Hacker News new | ask | show | jobs
by elangoc 3771 days ago
If we invoke the ancient European idea of the "public trust doctrine" to bolster the justness of the argument that Vinod Khosla should create a path on his private land for the public use -- then why can't California invoke that same reasoning to overturn the antequated water ownership laws that give private, transferrable ownership of ground resources (including water) for large landowners who control a large portion of the state's water sources?

The attitude about California's ground water is, "Hey, they own the water based on the laws on the books, what can you do?" Much of the public would rather they not use all that water on almonds and alfalfa and whatnot, just to export elsewhere. Why can't the rest of the country grow that stuff?

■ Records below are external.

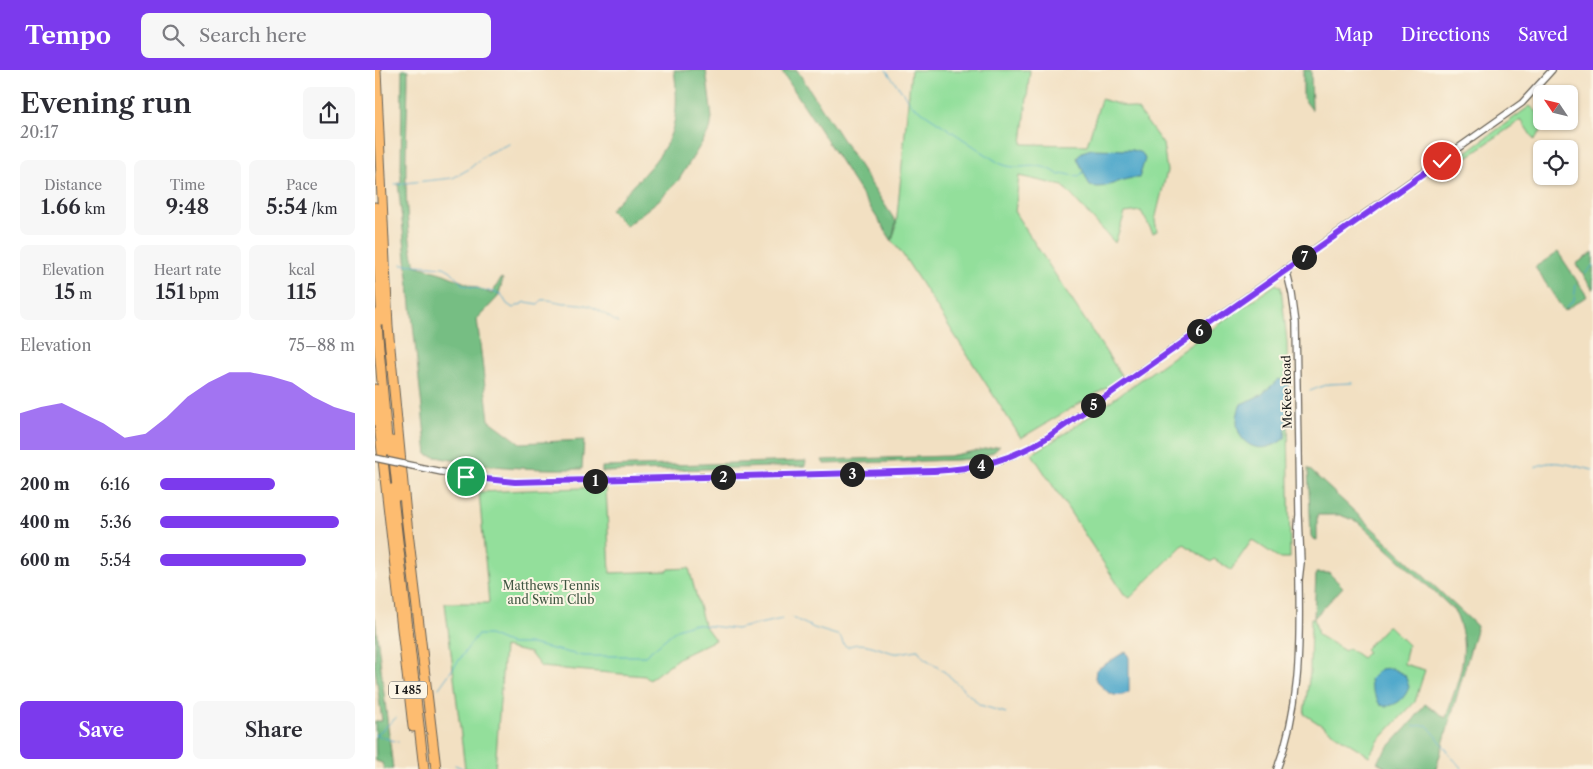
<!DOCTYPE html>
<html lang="en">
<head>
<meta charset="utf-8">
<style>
	:root { --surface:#fff; --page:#f7f7f7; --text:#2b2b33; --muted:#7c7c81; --accent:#7c3aed }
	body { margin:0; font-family:"Libre Caslon Text",serif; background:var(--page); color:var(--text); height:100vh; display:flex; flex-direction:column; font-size:19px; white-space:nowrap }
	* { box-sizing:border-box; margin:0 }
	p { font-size:16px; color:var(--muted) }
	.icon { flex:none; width:28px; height:28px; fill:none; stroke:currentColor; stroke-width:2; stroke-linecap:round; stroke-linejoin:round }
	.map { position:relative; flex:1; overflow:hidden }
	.details { display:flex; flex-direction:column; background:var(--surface); width:375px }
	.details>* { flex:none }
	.needle { width:32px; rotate:305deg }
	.tools { position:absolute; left:1158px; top:15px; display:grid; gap:10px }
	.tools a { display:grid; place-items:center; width:45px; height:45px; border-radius:8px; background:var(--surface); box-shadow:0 1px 4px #0004; font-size:25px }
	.pin { position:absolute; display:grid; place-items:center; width:42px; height:42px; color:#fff; margin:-21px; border:2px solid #fff; border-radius:50%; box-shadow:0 1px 5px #0007 }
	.km { position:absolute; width:25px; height:25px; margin:-12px; border-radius:50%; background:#222; color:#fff; font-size:14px; line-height:25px; text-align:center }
	.round { display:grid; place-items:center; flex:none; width:52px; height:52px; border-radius:8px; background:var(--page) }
	.head { display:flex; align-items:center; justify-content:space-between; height:85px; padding:0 20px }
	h1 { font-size:28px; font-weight:600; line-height:38px }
	.metrics { display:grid; grid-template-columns:repeat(3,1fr); gap:8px; height:85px; padding:5px 20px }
	.metrics div { display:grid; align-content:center; border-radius:8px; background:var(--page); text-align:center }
	.metrics b { font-size:21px; font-weight:600 }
	.metrics small { font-size:14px; font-weight:400 }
	.metrics p { font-size:14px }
	.chart { height:140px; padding:10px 20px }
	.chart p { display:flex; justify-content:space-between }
	.chart svg { width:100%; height:90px; margin-top:5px; fill:var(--accent); opacity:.7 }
	.button { display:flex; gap:10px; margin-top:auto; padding:10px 20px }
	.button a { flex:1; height:58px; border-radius:8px; background:var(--accent); color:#fff; font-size:20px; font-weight:600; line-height:58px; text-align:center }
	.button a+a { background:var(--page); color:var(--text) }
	ul { padding:0 20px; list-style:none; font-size:16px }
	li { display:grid; grid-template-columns:80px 60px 1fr; align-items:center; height:38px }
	li i { height:12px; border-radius:6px; background:var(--accent) }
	header { display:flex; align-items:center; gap:30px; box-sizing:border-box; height:70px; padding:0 25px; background:var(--accent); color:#fff }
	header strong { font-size:24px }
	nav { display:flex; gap:28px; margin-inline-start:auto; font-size:18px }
	.search { width:350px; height:45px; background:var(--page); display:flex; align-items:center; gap:12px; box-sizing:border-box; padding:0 18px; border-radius:8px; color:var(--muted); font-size:19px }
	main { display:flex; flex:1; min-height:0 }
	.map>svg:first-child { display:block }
</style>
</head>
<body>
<header>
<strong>Tempo</strong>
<div class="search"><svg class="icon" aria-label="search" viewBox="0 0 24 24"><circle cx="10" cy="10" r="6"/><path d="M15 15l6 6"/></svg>Search here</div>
<nav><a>Map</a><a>Directions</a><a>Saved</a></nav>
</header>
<main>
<section class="details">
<div class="head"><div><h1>Evening run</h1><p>20:17</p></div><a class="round"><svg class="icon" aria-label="share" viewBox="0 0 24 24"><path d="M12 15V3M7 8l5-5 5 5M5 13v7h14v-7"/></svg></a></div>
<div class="metrics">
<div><p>Distance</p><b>1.66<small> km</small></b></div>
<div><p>Time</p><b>9:48</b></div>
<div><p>Pace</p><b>5:54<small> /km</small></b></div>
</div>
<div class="metrics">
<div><p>Elevation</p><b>15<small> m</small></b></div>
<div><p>Heart rate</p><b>151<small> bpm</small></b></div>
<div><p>kcal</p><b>115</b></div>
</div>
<div class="chart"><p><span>Elevation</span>75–88 m</p>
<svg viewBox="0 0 160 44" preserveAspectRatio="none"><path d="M0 44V26L10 23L20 21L30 26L40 31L50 38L60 36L70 28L80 18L90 11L100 6L110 6L120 8L130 11L140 18L150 23L160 26V44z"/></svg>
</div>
<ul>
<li><b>200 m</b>6:16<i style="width:59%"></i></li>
<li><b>400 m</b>5:36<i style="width:92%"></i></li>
<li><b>600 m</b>5:54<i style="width:75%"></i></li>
</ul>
<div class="button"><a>Save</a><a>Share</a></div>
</section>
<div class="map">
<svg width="1218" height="699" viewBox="0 0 1218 699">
	<rect width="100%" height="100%" fill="#fcf5e5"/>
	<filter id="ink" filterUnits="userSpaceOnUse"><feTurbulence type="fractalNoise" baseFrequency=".02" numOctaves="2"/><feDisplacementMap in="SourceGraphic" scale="10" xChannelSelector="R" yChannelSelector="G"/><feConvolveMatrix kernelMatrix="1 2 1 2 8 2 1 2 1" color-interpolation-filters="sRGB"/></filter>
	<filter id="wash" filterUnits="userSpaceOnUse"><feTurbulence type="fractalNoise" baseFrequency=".0096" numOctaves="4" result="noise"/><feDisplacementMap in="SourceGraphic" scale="20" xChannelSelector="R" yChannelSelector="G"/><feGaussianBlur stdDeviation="1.12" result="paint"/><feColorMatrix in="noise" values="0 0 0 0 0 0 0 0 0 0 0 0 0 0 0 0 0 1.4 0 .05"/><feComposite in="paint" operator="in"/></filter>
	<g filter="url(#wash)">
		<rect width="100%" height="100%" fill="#f2e0c2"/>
		<path fill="#93df9b" stroke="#587e5c" d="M536,0H655L647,74L712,75L726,29L763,40L788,74L792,101L780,150L782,161L778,163L766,141L750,143L740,173L688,116L644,106L640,143L748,308L646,368L528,185L517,171L521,157Z
			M1155,36L1166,45V51H1174L1159,70L1146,50L1089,89L1087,85Z
			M901,214L906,217L912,272L915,488H904L877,470L856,500L839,489L836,492L809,474L755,528L749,524L657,384L689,364Z
			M231,417L235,503L293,501L294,499L314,498L329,555L340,570L305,587L274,610L270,606L166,597L155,583L129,577L120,699H90L70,533H114L104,422Z
			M936,548H939L943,565L970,581L973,578L987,588L993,582L990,579L1013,555L1033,575L1029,594L1050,600L1040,632L1004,670L994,686L929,644L935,602Z"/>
		<path fill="#76be83" stroke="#496d50" d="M27,0H33C33,62 25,136 40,195L69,204L117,224L126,208L128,209L123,227L102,249L114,350L145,373L209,370L207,399C154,400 104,397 52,385L23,113L26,112Z
			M299,0H331L337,48L335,60L303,111L284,130L251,156L235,140C281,89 310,75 299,0Z
			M406,0H422L521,152L517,171Z
			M928,0H936L937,40L928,28Z
			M1183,182L1212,226L1189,241L1160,197Z
			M1218,182V220L1201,194Z
			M625,376C616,388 596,389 582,390L449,394L447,390L574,386Z
			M431,391L430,396L227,402V397Z
			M933,398L1102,556L1061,699H1013L1002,692C1016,671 1037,655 1050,634L1071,648C1083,607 1099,581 1079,540L983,452L965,445H942V470L938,469L936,466Z
			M941,503H954L968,517L939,548Z
			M0,548L18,699H9L7,693L1,691L0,651H7L0,597Z"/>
		<path fill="#4ea7cb" stroke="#356274" d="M716,79L757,80L767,83L770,89L764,108C747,106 733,121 715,116L702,88L707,82Z
			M904,309L912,312L914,319L910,368C881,392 851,368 866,334L886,325Z
			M751,581L754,588V622C739,632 728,619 720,608L721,600Z
			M1016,598L1030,605L1034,617C1030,629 1019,639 1005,635L996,618L995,609L1005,599Z"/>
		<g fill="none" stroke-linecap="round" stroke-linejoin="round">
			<path stroke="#4ea7cb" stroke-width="1" d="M511,0L537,35L624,93C646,104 662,87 684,105L691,104L704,107L708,102
				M20,114L78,108L94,99L113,83L134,74
				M27,194L69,197L76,201L88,215L126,224L132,234L138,238L151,232L163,234L167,230C176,229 183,233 191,233C219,234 220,238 243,253
				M1210,204L1218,195
				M1191,237L1199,230L1201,214
				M935,321L953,314L977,313
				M1161,397C1178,387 1200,397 1218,400
				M416,547L439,558L465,566L469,575L473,577C486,569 506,580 519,583C525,584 537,580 543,580L548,587L571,603L605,635L631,643
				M64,618L102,565H114L135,574H156L208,586H270L302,559L317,554L361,559L407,549
				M1039,656L1052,655C1065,669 1074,685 1087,699
				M0,665L23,672
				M1,665L21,648
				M80,695L89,699"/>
		</g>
	</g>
	<g filter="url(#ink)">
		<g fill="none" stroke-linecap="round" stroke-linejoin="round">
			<defs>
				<path id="minor" d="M911,199L917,224L921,253L924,445
					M38,396L91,407L140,412L559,401C601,399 638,390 673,367L1147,33L1177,0
					M902,699C925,638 925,578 924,514C924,491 921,469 924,445L926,493L924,510"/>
				<path id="highway" d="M1,0L13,257L31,445L61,699
					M0,137L7,251
					M1,244L13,381
					M0,319L38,657
					M17,371L23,426
					M17,419L49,699"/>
			</defs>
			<use href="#minor" stroke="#676156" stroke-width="8"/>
			<use href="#highway" stroke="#676156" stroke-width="11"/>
			<use href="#minor" stroke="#fff" stroke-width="5.5"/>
			<use href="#highway" stroke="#fdbc70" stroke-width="9"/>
			<defs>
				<path id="minor-bridge" d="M0,388L38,396"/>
			</defs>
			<use href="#minor-bridge" stroke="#676156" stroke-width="8" stroke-linecap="butt"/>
			<use href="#minor-bridge" stroke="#fff" stroke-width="5.5"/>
		</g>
	</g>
	<g fill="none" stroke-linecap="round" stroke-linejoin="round" filter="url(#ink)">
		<defs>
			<path id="route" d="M91,407L140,412L559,401C601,399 637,390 673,367L1067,91"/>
		</defs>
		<use href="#route" stroke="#fff" stroke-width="10"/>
		<use href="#route" stroke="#7c3aed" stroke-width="6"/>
	</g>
	<g text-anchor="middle" stroke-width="4" stroke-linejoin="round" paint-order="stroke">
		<rect fill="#fcf5e5" stroke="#5f5d58" stroke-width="1" x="14" y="611.5" width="38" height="17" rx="4"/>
		<g font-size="11" font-weight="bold" fill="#1c1c1c">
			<text x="33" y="624">I 485</text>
		</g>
		<g font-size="12" fill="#1c1c1c" stroke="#fcf5e5">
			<text transform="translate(912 322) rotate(-91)" y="4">McKee Road</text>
		</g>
		<g font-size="12" fill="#405642" stroke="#fcf5e5">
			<text x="176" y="520">Matthews Tennis<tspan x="176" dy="14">and Swim Club</tspan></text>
		</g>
	</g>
</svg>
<div class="tools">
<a><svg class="needle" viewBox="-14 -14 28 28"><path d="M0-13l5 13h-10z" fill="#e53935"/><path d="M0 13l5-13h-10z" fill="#7c7c81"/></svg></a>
<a><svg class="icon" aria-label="locate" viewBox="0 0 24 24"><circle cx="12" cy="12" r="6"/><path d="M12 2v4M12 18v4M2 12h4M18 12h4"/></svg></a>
</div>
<div class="pin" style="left:91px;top:407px;background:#1e9e55"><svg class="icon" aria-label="arrive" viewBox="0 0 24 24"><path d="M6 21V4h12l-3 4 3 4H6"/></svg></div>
<div class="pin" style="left:1067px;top:91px;background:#d93025"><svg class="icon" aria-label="check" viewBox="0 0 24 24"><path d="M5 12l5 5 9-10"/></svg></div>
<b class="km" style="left:220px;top:411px">1</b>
<b class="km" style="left:348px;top:407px">2</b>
<b class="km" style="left:477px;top:404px">3</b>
<b class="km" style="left:606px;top:396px">4</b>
<b class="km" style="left:718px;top:335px">5</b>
<b class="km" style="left:824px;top:261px">6</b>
<b class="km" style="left:929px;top:187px">7</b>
</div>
</main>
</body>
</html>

How can someone exclusively own the groundwater like that??

Whatever law that applies to Vinod Khosla should apply to those large water-wasting water-owners.

(And it follows that however dastardly Vinod Khosla may seem, the large water-owners in California are irrevocably screwing over California's future generations' water resources, and are thus in my book, much more worthy of scorn and "public trust doctrine" action.)

1 comments

> Why can't the rest of the country grow that stuff?

Yea... That's not how plants work. Plants have zones that they grow in, and some are even more restrictive. Where I live, even if I grew cherry and apple trees, I would never get fruit off of them because it's too hot here.

I like the way you're thinking though. As an avid gardener, I just had to dig against this one a little.

Yeah, just wanted to drop in and affirm that I already knew that not everything can grow everywhere.

(Ex: apples can grow in Appalachia, but they're famous in Washington state; potatoes may not grow well in Florida, and oranges wouldn't grow well at all in Idaho...) But almonds must grow in at least one other place where there is more water than in California's Central Valley.

So I think we're on the same wavelength.

And I remember hearing 10 years ago that water will be the new resource that people fight over, if oil was the resource that people fought over for the last half-century. And that agriculture trade would be a form of trading water. That's sort of already happening. Call me naive, but we should cut down on California's production of some crops, and use good Midwest farmland more efficiently by growing more non-meat agriculture instead of meat.

Sure; I tried to couch the response and it seems like that was effective. It's probably just redirected anger at not being able to have beautiful cherry and Hass avocado trees where I live. :-\
I think we could live with fewer almonds, speaking as someone in the midwest. It's a waste of water in a place where it's increasingly scarce. We'll just eat something else.
The problem isn't directly with the amount of almonds. They're a fungible commodity; market pricing will take care of that. The root problem is that the main input to almond production, water, is being drastically subsidized below what market price would be, meaning that almond growers aren't getting the correct market feedback to properly scale production. If the growers were charged a market rate for water, and almond demand didn't change despite the price increase, then there's no reason for them to produce less.